Return address prediction stack buffer vs stack-stored return address?
Solution 1:
Predictors are normally part of the fetch stage, in order to determine which instructions to fetch next. This takes place before the processor has decoded the instructions, and therefore doesn't even know with certainty that a branch instruction exists. Like all predictors, the intent of the return address predictor is to get the direction / target of the branch faster. A return instruction is a branch, and so it would normally have a branch predictor entry to determine whether it is taken and where the target is. The return address predictor is consulted in lieu of the normal branch target buffer.
So perhaps 50 instructions before the return statement is actually "executed", the fetch stage predicts a return instruction and the instruction address to fetch next. Later, when the return is executed, the address is read from the stack and compared with where the return was predicted to go. If they are the same, execution continues, else execution is rolled back to use the proper return address.

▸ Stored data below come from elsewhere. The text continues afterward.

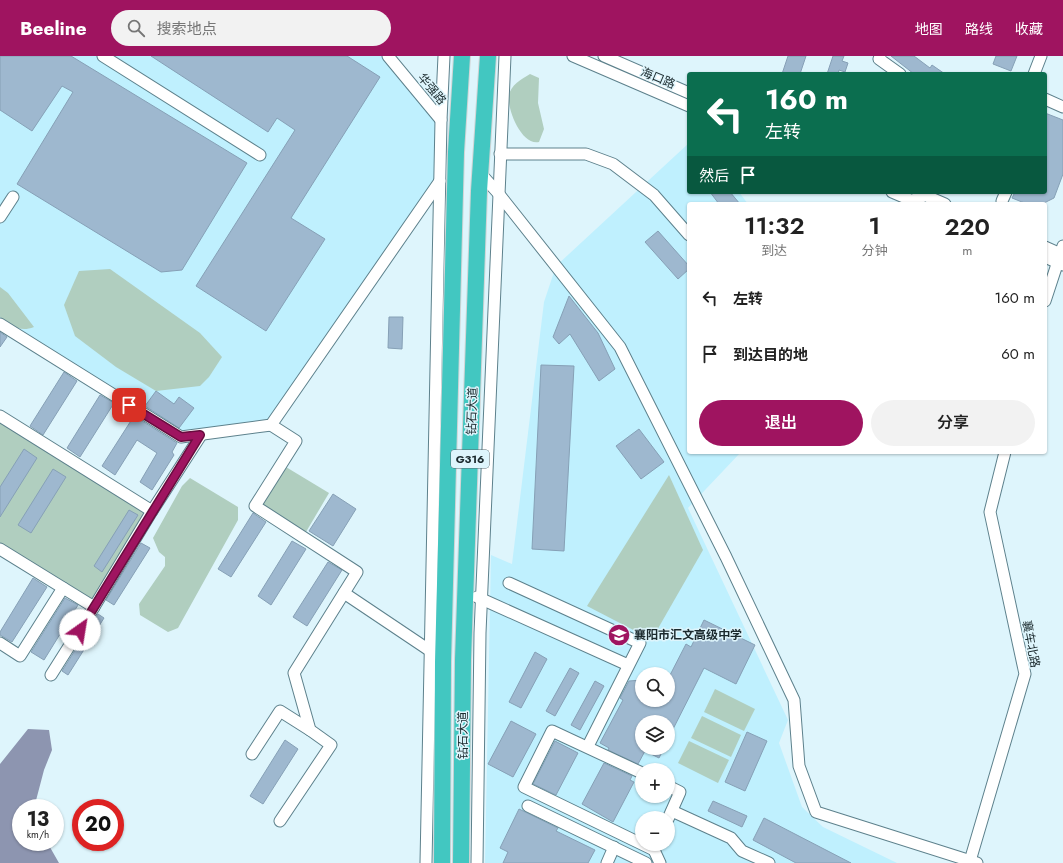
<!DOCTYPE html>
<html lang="zh">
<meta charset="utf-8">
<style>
body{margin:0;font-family:Jost,"Noto Sans SC",sans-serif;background:#f2f2f2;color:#222;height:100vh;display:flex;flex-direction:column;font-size:15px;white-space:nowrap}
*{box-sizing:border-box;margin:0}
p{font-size:13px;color:#767676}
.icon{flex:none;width:22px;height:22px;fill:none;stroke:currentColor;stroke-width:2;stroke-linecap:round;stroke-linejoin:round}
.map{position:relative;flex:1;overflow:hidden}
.side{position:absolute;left:687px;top:146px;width:360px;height:252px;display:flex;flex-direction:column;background:#fff;border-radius:4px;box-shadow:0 1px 3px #0004}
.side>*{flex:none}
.banner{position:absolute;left:687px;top:16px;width:360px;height:122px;border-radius:4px;box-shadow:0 1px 3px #0004;background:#0b6e4f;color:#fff;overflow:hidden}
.controls{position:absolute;left:635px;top:611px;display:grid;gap:8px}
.controls a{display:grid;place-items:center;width:40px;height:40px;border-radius:50%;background:#fff;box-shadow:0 1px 3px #0004;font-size:20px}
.speed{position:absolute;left:12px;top:743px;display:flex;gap:8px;font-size:20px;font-weight:700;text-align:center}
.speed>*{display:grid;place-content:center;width:52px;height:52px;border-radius:50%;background:#fff;box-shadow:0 1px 3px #0004;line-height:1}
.speed small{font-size:10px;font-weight:400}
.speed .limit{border:6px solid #d22;background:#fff;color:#111}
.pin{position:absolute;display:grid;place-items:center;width:34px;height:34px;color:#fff;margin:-17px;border-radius:8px;box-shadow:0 2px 6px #0006}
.me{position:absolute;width:44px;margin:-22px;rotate:32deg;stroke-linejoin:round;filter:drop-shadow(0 0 3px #0008)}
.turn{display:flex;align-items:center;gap:14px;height:84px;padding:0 12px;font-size:18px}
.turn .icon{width:52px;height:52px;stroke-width:2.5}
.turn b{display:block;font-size:28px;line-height:34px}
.then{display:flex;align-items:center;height:38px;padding:0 12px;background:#0003;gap:8px;font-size:15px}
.eta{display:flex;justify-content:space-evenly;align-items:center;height:68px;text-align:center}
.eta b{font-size:24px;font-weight:600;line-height:28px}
.action{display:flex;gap:8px;margin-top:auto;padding:8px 12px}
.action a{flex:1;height:46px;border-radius:24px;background:#9f1460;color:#fff;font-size:16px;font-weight:600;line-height:46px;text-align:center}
.action a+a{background:#f2f2f2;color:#222}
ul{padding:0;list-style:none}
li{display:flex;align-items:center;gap:12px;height:56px;padding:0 12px}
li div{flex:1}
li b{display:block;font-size:15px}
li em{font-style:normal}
header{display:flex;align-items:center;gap:24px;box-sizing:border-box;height:56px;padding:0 20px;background:#9f1460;color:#fff}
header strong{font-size:19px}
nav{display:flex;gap:22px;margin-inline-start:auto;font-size:14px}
.search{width:280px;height:36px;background:#f2f2f2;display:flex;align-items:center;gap:10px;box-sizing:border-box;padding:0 14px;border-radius:22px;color:#767676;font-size:15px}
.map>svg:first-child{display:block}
</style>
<header>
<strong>Beeline</strong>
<div class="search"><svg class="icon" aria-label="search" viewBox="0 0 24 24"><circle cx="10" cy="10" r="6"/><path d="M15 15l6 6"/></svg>搜索地点</div>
<nav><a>地图</a><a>路线</a><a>收藏</a></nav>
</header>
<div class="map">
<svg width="1063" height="807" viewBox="0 0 1063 807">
<rect width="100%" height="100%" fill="#def5fc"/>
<g fill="#bff0fe" fill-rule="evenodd">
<path d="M0 0H388L441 64 440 125 271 369 181 381 0 268Z"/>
<path d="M689 87V136H739L748 148H689V396H741L688 452 788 664 779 687 802 751 823 771 897 807H485L491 499 512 508 544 246 556 210ZM642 618H668V644H642ZM642 666H668V692H642ZM642 714H668V740H642ZM642 762H668V788H642Z"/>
</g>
<g fill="#b0cebf">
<path d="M530 18 539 22 538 47 544 73 539 86C522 90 507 54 509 40 510 29 522 23 530 18Z"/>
<path d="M110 213 200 277 222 301 209 321 200 330 156 335 116 311 75 280 64 249 79 215Z"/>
<path d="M0 231 8 237 34 271C19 277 12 269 0 261Z"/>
<path d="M0 360 152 455 94 551 0 493Z"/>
<path d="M281 408 329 437 303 481 255 450Z"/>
<path d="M669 419 703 494 656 576 641 578 587 550Z"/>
<path d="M190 422 238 451V464L178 572 168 576 140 559 139 548 165 510V501L159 496 153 482 182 430Z"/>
<path d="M715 633 755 653 744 675 704 656Z"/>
<path d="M702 660 741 679 731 701 691 682Z"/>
<path d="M689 685 729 704 718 727 678 707Z"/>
</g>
<path fill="#8d95b0" d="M28 673 49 674 52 694 44 714 34 752H21V786H47L59 807H0V708Z"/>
<g fill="#9eb8cf" stroke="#86a0b6">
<path d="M0 0H71L247 107 182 214 161 216 17 128 73 36 62 30 32 75 0 54Z"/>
<path d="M151 0H347L380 21 291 162 325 183 266 275 196 230 295 74 277 62 268 76Z"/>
<path d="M788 0H806L800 18H782Z"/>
<path d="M833 0H844L842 5 848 7 845 16 839 14 838 18H827Z"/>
<path d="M891 0H914L930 12 932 9 945 18H914Z"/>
<path d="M996 0H1017L1011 15 993 8Z"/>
<path d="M1045 57 1063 64V118L1054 142 1042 148H1027L1012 142 1015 136H1045Z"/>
<path d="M710 136H730L740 148H719Z"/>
<path d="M658 175 689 210V213L678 223 645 186Z"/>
<path d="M569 240 598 277 615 313 599 325 570 278 559 288 553 281Z"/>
<path d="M389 261H403L402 293 388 292Z"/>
<path d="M0 276 7 281 0 291Z"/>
<path d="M541 309 574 310 564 495 532 493Z"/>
<path d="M64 316 77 325 43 379 30 370Z"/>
<path d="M156 335 174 348 179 341 194 352 179 372 145 350Z"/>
<path d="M100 339 114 347 80 401 67 392Z"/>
<path d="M134 360 177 387 172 396 174 399 152 434 140 426 157 397 137 384 115 419 102 410Z"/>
<path d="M639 373 664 406 641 423 616 390Z"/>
<path d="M24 393 37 402 0 461V431Z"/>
<path d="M53 413 66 421 31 477 18 469Z"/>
<path d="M333 438 356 453 333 490 309 475Z"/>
<path d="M129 454 138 459 102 516 94 510Z"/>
<path d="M253 457 266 466 231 521 218 513Z"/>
<path d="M292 485 306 493 271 549 258 540Z"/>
<path d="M141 487 150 492 114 549 106 544Z"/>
<path d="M328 506 342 514 307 570 293 561Z"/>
<path d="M33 522 47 531 12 586 0 579V576Z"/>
<path d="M65 542 78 549 44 604 31 596Z"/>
<path d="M98 558 104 562 68 619 62 615Z"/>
<path d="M704 564 755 589 736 628 704 612 668 683V666H642V692H664L659 702 645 695 638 708 608 694 609 692 600 687 623 644 620 642 629 625 642 624V644H668V623L686 588 691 591Z"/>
<path d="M535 596 547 603 521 652 509 646Z"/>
<path d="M570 612 579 617 555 660 546 655Z"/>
<path d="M595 625 604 630 580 674 571 669Z"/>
<path d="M511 665 536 678 513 721 488 708Z"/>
<path d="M747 676 767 685 745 735 725 726Z"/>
<path d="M285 684 298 693 263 748 250 740Z"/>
<path d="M555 685 578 697 556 739 533 728Z"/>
<path d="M604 707 632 720 630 724 634 726 613 766 582 748Z"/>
<path d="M713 745 747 760 742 771 708 755Z"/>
<path d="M519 753 558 772 556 775 595 794 588 807H503L508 796 500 792Z"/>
<path d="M764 762 851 807H796L753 784Z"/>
</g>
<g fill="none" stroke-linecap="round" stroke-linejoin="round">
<g stroke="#5d818c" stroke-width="13">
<g id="minor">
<path d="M103 0 260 99"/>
<path d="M388 0 441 64"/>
<path d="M573 0 689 50"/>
<path d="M604 0 689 37"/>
<path d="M880 0 879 3 900 18"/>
<path d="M1034 18 1041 0"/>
<path d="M1045 43 1063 51"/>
<path d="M500 98H586L613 108 654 139 689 179"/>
<path d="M481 118 498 137 620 291 726 501 794 644 799 710 816 756 977 807"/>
<path d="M892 136 920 148"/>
<path d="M917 136 945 148"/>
<path d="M1002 145 1006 136"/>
<path d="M0 161 13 141"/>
<path d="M1045 191 1063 199"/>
<path d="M1045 201 1063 209"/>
<path d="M1045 245 1063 190"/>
<path d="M0 268 181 381 271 369 440 125"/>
<path d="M0 360 152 455 201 379"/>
<path d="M271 369 296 385 255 450 357 516 294 617 310 674 331 689 280 765"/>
<path d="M0 493 94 551 51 619"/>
<path d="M509 527 640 587 588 690"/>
<path d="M344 537 429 594"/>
<path d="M477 541 628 609"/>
<path d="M94 551 152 455"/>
<path d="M0 587 20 600 63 532"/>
<path d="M252 698 280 655 310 674"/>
<path d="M642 717 552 675 524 731 654 794 657 788"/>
<path d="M668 730 680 736 668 763"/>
<path d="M528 750 646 807"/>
<path d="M672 755 731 782 742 795 769 807"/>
<path d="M654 794 660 807"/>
<path d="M970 805 1025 618 990 456 1005 396"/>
<path d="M426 807 441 64 444 0"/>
<path d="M477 807 480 577 505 0"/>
<path d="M607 807 614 791"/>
</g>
</g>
<g stroke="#d1d4d5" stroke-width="18">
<g id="highway">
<path d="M442 807 443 606 456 96 462 0"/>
<path d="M461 807 463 604 479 135 488 0"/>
</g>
</g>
<use href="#minor" stroke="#fff" stroke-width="11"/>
<use href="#highway" stroke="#42c7c1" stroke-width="16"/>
</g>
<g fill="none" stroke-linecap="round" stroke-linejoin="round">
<g stroke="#670d3e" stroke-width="10">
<path id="route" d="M80 574 200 379 181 381 129 349"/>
</g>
<use href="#route" stroke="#9f1460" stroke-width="7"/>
</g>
<defs>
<g id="school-disc" transform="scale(1.15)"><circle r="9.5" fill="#9f1460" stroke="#def5fc"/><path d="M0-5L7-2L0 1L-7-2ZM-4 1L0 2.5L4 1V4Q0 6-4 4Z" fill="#fff"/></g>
</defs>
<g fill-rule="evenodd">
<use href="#school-disc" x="619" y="579"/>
</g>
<g text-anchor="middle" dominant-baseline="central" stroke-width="3" stroke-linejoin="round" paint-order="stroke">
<rect fill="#def5fc" stroke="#56676c" stroke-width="1" x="451" y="394" width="38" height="18" rx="3"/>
<g font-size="11" font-weight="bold" fill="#1b2a2e">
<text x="470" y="403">G316</text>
</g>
<g font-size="12" fill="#1b2a2e" stroke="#def5fc">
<text transform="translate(658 22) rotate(23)">海口路</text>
<text transform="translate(432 33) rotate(50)">华强路</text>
<text transform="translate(472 355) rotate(-88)">钻石大道</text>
<text transform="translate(1031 588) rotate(79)">襄车北路</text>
<text transform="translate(463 679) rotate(-90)">钻石大道</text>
</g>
<g font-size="12" font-weight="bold" fill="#1b2a2e" stroke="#def5fc" text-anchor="start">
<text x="634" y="579">襄阳市汇文高级中学</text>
</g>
</g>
</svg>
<div class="controls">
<a><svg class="icon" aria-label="search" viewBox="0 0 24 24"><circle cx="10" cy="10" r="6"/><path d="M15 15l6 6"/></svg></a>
<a><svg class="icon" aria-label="layers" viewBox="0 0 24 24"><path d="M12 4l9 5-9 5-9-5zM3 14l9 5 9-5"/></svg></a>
<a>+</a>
<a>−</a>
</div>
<div class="speed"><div>13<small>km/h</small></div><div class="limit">20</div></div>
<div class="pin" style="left:129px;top:349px;background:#d93025"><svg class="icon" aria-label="arrive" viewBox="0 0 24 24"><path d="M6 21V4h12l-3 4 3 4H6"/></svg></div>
<svg class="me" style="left:80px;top:574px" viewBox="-20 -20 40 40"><circle r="19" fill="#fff"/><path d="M0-13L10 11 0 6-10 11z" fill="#9f1460"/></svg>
<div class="banner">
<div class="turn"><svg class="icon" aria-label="left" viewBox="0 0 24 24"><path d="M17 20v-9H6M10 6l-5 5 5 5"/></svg><div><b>160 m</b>左转</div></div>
<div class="then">然后<svg class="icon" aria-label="arrive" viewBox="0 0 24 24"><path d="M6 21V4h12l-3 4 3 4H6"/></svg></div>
</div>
<section class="side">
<div class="eta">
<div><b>11:32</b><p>到达</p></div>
<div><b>1</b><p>分钟</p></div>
<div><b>220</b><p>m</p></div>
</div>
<ul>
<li><svg class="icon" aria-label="left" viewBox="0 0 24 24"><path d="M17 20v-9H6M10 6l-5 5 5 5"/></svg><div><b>左转</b></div><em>160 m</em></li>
<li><svg class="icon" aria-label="arrive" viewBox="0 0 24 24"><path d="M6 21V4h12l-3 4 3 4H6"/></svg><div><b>到达目的地</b></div><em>60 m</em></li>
</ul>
<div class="action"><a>退出</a><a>分享</a></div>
</section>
</div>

Why store on the stack? First, the processor does not know if the predictor has worked without comparing against the address stored on the stack. Second, the stack is the "official" return address, which might be changed for legitimate reasons. Third, the return address predictor has a limited number of entries. The stack is needed for the return instructions for which there was not room to store the addresses in the predictor.
Solution 2:
On top of Brians' great explanation, there's the fact that the stack resides in memory. You don't want to have to go to the memory unit and do a memory lookup (not to mention address translation into physical), from some stack address everytime you want to predict the outcome of a branch. The branch prediction wants to be self-sufficient. You can also view the RSB as another form of caching data.